Le passage de : chasse et cueillette à : élevage et culture, fut une invention majeure qui eut plusieurs
effets : une modification profonde des modes de vie (sédentarisation, division du travail), une augmentation de la production des biens consommables, ce qui a permis aux hommes d’être dix
fois plus nombreux sur le même territoire, mais aussi une modification profonde de l’environnement (disparition progressive des terres vierges au profit des pâturages et des cultures,
développement de l’habitat urbain).
Cette révolution néolithique n’a pas été immédiate. Elle s’est propagée sur la surface du Globe pendant des
milliers d’années, et il existe encore peut-être quelques groupes humains qui n’élèvent pas et ne cultivent pas. Mais chaque fois qu’une population a accédé à ces pratiques, ses ressources
nouvelles lui ont permis d’augmenter le nombre de ses individus. Puis, lorsque ce nombre approchait celui qui correspondait à tout ce que le territoire occupé, transformé en pâturages et en
cultures, pouvait fournir de nourriture, l’augmentation de la population ralentissait pour se stabiliser autour d’un nouvel équilibre écologique. La population humaine aurait sans doute plafonné
autour de quatre-vingt ou cent millions d’êtres si d’autres technique révolutionnaires n’avaient pas été inventées, comme celles du bronze et du fer, et jusqu’à la dernière, que l’on appelle
« Révolution Industrielle ». Cette dernière a été générée par l’invention et l’utilisation de plus en plus généralisée des moteurs qui transforment la chaleur en énergie mécanique. Cela
a permis, par exemple pour ce qui concerne la traction, de passer de la puissance du cheval (trois quarts de kilowatt) à celle d’un camion ou d’une locomotive (des centaines et des milliers de
kilowatts). Grâce à la mise à la disposition de l’homme de ces puissances mécaniques, la grande industrie et l’agriculture extensive ont pu se développer. Aussi nous retrouvons à l’époque
contemporaine, dans les deux derniers siècles, tous les effets des grandes inventions, tout comme lors du passage du paléolithique au néolithique :
Exploitation de nouvelles richesses naturelles, particulièrement des combustibles, avec comme corolaire une modification profonde de l’environnement (concentrations industrielles, remplacement de
l’agriculture familiale par la culture extensive, impacts sur le milieu comme la modification de la composition atmosphérique et l’acidification des océans).

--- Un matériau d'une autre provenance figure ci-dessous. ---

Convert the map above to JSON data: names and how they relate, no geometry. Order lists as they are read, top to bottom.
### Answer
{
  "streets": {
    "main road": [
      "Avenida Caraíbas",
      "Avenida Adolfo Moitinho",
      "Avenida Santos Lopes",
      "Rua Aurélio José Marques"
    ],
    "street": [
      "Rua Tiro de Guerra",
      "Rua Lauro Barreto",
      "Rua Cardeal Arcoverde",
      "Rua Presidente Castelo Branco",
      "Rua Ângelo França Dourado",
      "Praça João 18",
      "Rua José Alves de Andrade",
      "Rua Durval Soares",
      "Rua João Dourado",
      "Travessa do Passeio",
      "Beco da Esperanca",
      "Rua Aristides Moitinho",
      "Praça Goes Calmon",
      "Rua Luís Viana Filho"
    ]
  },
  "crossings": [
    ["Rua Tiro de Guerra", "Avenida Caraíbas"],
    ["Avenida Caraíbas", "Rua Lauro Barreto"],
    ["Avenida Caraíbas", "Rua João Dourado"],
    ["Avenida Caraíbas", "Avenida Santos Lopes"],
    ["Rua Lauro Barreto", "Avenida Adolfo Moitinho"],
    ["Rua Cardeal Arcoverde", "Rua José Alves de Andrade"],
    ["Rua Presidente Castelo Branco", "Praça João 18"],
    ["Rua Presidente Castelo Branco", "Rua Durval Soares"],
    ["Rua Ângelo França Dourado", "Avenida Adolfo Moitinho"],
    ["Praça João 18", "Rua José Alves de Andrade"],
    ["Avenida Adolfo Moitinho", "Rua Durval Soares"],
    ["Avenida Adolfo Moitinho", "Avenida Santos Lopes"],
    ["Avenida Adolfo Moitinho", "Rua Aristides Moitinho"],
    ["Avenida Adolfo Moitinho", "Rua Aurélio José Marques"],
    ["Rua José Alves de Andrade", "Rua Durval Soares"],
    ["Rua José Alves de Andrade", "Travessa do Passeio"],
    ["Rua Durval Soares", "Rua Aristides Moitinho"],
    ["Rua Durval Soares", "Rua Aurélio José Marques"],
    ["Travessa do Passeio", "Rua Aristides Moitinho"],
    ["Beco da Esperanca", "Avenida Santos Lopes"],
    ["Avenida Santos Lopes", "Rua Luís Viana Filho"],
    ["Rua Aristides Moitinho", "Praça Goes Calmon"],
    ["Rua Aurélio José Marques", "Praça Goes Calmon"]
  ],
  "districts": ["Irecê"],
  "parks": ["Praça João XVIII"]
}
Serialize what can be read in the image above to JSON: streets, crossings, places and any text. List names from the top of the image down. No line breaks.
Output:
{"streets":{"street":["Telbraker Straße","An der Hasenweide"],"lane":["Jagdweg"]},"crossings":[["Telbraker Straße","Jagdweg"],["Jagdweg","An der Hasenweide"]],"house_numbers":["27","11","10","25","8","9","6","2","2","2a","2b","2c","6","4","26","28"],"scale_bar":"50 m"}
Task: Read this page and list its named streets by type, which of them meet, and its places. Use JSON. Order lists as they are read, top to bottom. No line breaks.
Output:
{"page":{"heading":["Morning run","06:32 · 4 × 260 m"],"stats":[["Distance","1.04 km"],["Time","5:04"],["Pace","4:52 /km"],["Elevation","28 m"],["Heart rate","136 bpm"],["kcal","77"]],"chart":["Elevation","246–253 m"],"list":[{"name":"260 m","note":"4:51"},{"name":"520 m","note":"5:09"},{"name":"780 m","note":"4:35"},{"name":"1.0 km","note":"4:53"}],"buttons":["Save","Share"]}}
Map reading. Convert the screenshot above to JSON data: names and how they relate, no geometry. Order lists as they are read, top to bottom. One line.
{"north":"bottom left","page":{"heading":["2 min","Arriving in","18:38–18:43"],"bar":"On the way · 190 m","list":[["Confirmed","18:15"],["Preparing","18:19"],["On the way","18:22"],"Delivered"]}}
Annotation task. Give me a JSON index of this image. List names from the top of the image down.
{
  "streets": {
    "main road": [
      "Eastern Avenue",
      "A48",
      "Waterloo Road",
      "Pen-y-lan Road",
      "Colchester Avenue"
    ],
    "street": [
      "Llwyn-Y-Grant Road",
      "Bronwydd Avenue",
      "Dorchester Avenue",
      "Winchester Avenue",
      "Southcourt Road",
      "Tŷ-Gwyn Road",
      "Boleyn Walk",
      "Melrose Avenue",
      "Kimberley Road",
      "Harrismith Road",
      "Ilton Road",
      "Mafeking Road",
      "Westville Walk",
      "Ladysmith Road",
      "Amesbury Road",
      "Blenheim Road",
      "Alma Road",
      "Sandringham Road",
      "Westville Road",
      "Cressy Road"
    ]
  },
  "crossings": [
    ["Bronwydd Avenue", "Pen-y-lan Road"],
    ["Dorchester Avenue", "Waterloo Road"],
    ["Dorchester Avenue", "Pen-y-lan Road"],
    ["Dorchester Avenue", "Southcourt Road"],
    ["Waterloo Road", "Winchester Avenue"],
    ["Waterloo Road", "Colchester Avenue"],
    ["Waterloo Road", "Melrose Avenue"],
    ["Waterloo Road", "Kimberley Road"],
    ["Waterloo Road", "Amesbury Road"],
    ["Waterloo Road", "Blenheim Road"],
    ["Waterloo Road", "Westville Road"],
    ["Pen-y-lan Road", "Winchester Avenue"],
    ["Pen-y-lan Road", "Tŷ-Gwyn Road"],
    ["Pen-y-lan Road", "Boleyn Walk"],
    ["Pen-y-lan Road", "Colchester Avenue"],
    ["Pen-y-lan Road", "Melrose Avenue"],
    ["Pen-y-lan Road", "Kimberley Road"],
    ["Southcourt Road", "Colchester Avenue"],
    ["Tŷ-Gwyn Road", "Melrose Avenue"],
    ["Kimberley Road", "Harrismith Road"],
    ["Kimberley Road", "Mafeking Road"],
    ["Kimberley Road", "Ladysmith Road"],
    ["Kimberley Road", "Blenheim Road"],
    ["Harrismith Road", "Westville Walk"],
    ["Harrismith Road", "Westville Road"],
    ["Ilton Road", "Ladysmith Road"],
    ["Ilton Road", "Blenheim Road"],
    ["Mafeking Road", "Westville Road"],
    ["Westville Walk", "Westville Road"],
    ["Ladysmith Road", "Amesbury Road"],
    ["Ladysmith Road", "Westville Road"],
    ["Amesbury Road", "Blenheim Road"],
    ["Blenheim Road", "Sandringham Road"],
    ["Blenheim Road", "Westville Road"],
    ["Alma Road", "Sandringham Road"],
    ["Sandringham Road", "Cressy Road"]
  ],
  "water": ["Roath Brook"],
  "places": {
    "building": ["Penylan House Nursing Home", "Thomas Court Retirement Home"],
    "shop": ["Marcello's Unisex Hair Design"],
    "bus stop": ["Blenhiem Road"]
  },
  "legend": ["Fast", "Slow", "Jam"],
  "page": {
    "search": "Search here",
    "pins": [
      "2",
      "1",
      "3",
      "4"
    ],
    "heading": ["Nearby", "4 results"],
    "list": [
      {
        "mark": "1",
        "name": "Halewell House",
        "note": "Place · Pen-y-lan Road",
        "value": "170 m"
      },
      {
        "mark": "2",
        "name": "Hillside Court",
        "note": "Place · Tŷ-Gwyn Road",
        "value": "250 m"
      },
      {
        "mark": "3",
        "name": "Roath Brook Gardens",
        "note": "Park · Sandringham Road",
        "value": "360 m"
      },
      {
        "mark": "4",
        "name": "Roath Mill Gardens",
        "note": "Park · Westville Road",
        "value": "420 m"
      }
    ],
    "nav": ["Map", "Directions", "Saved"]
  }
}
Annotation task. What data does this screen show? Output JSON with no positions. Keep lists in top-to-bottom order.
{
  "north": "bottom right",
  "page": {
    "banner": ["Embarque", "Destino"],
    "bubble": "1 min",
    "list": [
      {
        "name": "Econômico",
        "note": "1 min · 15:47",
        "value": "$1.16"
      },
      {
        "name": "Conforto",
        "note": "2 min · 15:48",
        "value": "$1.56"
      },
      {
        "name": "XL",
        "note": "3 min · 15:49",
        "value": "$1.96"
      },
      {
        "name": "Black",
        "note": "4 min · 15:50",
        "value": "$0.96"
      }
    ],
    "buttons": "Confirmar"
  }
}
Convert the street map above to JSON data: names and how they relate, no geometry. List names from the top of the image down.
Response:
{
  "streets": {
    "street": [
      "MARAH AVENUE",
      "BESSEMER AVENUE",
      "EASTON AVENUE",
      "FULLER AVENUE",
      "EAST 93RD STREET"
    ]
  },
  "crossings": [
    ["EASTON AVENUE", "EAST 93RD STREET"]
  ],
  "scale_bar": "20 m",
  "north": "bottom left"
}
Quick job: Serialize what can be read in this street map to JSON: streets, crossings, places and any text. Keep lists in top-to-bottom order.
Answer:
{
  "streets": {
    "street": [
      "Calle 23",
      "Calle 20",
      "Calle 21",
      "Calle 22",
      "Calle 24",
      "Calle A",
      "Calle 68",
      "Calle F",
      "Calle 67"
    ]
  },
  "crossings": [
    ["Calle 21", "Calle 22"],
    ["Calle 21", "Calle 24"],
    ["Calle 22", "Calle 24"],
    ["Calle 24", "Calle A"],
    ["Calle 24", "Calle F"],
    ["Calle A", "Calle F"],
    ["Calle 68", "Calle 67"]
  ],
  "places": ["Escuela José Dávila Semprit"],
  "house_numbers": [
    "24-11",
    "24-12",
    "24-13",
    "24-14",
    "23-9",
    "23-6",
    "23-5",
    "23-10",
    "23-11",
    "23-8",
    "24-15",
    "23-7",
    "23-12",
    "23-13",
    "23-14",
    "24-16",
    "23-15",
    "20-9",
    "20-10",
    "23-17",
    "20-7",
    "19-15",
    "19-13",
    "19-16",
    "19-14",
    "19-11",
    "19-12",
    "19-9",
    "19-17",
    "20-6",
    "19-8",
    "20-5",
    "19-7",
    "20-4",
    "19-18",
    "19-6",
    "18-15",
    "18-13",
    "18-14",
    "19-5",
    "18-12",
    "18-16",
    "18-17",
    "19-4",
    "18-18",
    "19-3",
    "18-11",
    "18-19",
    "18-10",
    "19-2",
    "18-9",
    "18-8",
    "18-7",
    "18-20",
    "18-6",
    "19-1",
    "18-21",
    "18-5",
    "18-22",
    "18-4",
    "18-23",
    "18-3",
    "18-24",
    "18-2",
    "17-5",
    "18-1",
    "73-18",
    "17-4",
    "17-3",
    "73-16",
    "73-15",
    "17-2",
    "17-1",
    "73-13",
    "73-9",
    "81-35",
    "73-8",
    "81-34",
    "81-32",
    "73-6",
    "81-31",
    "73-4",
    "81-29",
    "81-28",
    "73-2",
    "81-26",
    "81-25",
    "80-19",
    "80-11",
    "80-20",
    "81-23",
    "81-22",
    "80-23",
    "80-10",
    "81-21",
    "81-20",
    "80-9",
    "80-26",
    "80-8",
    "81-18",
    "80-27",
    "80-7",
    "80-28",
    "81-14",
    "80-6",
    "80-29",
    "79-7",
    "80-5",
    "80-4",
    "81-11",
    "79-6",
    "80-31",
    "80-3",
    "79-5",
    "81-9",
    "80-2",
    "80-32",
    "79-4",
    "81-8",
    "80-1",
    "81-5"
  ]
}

Augmentation des biens de consommation.
Modification profonde des modes de vie (déplacement massif, sur toute la planète, des populations rurales vers les mégapoles, développement des transports de personnes et des marchandises…).
Augmentation de la population, qui a été multipliée par sept en deux siècles.
Aussi bien actuellement qu’à l’époque préhistorique, une corrélation apparaît entre :
Les modifications des modes de vie, l’augmentation des biens consommables, la croissance démographique, et les
modifications de l’environnement.
Les liens de causalité sont vraisemblablement les suivants :
Une invention majeure (élevage et culture, ou usage des métaux, ou invention du moteur thermique) permet aux hommes
de « faire produire davantage la nature », ce qui leur permet d’être plus nombreux sur un même territoire, et cette nouvelle exploitation de la nature modifie bien sûr l’environnement
naturel.
Pendant tout le temps où cela se produit, pendant tout le temps où les hommes affinent l’utilisation de l’invention
majeure qui leur permet l’exploitation de la nature, ils accroissent la production des biens de consommation, ce qui leur permet de s’accroître.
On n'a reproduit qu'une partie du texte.